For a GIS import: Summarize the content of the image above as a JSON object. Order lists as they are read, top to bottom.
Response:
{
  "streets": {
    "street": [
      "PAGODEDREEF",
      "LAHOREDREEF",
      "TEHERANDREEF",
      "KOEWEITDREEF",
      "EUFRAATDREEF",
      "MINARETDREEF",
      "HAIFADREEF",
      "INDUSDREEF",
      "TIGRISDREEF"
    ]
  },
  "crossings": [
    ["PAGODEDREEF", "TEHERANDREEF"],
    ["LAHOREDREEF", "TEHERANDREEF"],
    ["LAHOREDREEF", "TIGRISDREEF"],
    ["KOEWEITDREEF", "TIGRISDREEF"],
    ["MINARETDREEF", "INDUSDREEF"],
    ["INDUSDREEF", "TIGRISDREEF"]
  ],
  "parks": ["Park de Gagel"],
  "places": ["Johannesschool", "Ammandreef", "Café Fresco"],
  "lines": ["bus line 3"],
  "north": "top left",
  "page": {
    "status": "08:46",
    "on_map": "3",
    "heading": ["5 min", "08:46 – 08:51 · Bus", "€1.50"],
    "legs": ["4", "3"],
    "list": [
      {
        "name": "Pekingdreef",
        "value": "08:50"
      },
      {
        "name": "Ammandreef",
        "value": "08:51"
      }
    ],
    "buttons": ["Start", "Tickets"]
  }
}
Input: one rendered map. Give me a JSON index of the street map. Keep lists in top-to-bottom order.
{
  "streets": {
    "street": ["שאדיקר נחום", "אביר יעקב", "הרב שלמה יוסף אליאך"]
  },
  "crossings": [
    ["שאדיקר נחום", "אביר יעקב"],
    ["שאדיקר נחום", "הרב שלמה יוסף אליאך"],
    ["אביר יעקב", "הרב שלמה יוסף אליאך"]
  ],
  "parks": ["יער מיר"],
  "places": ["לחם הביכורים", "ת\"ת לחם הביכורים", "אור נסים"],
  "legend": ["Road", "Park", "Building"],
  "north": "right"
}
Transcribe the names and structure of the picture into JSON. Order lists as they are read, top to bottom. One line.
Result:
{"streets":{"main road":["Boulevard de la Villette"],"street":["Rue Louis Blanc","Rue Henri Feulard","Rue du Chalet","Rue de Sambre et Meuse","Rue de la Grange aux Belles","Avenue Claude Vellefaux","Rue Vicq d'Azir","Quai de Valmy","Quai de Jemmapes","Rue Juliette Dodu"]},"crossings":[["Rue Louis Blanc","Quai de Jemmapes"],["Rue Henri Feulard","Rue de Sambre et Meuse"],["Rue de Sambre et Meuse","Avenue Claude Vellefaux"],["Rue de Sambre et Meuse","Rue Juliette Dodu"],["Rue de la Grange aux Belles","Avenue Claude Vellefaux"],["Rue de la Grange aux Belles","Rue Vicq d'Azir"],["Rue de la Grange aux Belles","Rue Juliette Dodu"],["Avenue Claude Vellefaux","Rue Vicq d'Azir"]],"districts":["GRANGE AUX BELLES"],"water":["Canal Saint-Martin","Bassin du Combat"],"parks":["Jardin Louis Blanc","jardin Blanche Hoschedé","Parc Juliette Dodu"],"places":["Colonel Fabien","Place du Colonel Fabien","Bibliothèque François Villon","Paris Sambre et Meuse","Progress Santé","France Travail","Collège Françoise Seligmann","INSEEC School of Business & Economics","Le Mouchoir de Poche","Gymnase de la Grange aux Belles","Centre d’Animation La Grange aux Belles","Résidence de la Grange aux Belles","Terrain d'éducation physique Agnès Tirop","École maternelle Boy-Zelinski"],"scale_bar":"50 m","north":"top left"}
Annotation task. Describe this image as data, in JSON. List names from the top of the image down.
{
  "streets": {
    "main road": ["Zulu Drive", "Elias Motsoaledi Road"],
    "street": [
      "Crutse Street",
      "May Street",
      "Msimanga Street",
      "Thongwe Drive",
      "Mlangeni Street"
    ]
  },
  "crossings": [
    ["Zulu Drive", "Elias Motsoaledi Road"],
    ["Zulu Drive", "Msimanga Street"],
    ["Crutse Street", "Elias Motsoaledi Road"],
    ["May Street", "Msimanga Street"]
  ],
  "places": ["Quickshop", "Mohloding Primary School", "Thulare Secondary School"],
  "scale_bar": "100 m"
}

..............................

_What is being asked_
Each line shown above needs to be transcribed exactly.

_Solution for this task_
For a GIS import: Summarize the content of the image above as a JSON object. Order lists as they are read, top to bottom.
Response:
{
  "streets": {
    "street": [
      "PAGODEDREEF",
      "LAHOREDREEF",
      "TEHERANDREEF",
      "KOEWEITDREEF",
      "EUFRAATDREEF",
      "MINARETDREEF",
      "HAIFADREEF",
      "INDUSDREEF",
      "TIGRISDREEF"
    ]
  },
  "crossings": [
    ["PAGODEDREEF", "TEHERANDREEF"],
    ["LAHOREDREEF", "TEHERANDREEF"],
    ["LAHOREDREEF", "TIGRISDREEF"],
    ["KOEWEITDREEF", "TIGRISDREEF"],
    ["MINARETDREEF", "INDUSDREEF"],
    ["INDUSDREEF", "TIGRISDREEF"]
  ],
  "parks": ["Park de Gagel"],
  "places": ["Johannesschool", "Ammandreef", "Café Fresco"],
  "lines": ["bus line 3"],
  "north": "top left",
  "page": {
    "status": "08:46",
    "on_map": "3",
    "heading": ["5 min", "08:46 – 08:51 · Bus", "€1.50"],
    "legs": ["4", "3"],
    "list": [
      {
        "name": "Pekingdreef",
        "value": "08:50"
      },
      {
        "name": "Ammandreef",
        "value": "08:51"
      }
    ],
    "buttons": ["Start", "Tickets"]
  }
}
Input: one rendered map. Give me a JSON index of the street map. Keep lists in top-to-bottom order.
{
  "streets": {
    "street": ["שאדיקר נחום", "אביר יעקב", "הרב שלמה יוסף אליאך"]
  },
  "crossings": [
    ["שאדיקר נחום", "אביר יעקב"],
    ["שאדיקר נחום", "הרב שלמה יוסף אליאך"],
    ["אביר יעקב", "הרב שלמה יוסף אליאך"]
  ],
  "parks": ["יער מיר"],
  "places": ["לחם הביכורים", "ת\"ת לחם הביכורים", "אור נסים"],
  "legend": ["Road", "Park", "Building"],
  "north": "right"
}
Transcribe the names and structure of the picture into JSON. Order lists as they are read, top to bottom. One line.
Result:
{"streets":{"main road":["Boulevard de la Villette"],"street":["Rue Louis Blanc","Rue Henri Feulard","Rue du Chalet","Rue de Sambre et Meuse","Rue de la Grange aux Belles","Avenue Claude Vellefaux","Rue Vicq d'Azir","Quai de Valmy","Quai de Jemmapes","Rue Juliette Dodu"]},"crossings":[["Rue Louis Blanc","Quai de Jemmapes"],["Rue Henri Feulard","Rue de Sambre et Meuse"],["Rue de Sambre et Meuse","Avenue Claude Vellefaux"],["Rue de Sambre et Meuse","Rue Juliette Dodu"],["Rue de la Grange aux Belles","Avenue Claude Vellefaux"],["Rue de la Grange aux Belles","Rue Vicq d'Azir"],["Rue de la Grange aux Belles","Rue Juliette Dodu"],["Avenue Claude Vellefaux","Rue Vicq d'Azir"]],"districts":["GRANGE AUX BELLES"],"water":["Canal Saint-Martin","Bassin du Combat"],"parks":["Jardin Louis Blanc","jardin Blanche Hoschedé","Parc Juliette Dodu"],"places":["Colonel Fabien","Place du Colonel Fabien","Bibliothèque François Villon","Paris Sambre et Meuse","Progress Santé","France Travail","Collège Françoise Seligmann","INSEEC School of Business & Economics","Le Mouchoir de Poche","Gymnase de la Grange aux Belles","Centre d’Animation La Grange aux Belles","Résidence de la Grange aux Belles","Terrain d'éducation physique Agnès Tirop","École maternelle Boy-Zelinski"],"scale_bar":"50 m","north":"top left"}
Annotation task. Describe this image as data, in JSON. List names from the top of the image down.
{
  "streets": {
    "main road": ["Zulu Drive", "Elias Motsoaledi Road"],
    "street": [
      "Crutse Street",
      "May Street",
      "Msimanga Street",
      "Thongwe Drive",
      "Mlangeni Street"
    ]
  },
  "crossings": [
    ["Zulu Drive", "Elias Motsoaledi Road"],
    ["Zulu Drive", "Msimanga Street"],
    ["Crutse Street", "Elias Motsoaledi Road"],
    ["May Street", "Msimanga Street"]
  ],
  "places": ["Quickshop", "Mohloding Primary School", "Thulare Secondary School"],
  "scale_bar": "100 m"
}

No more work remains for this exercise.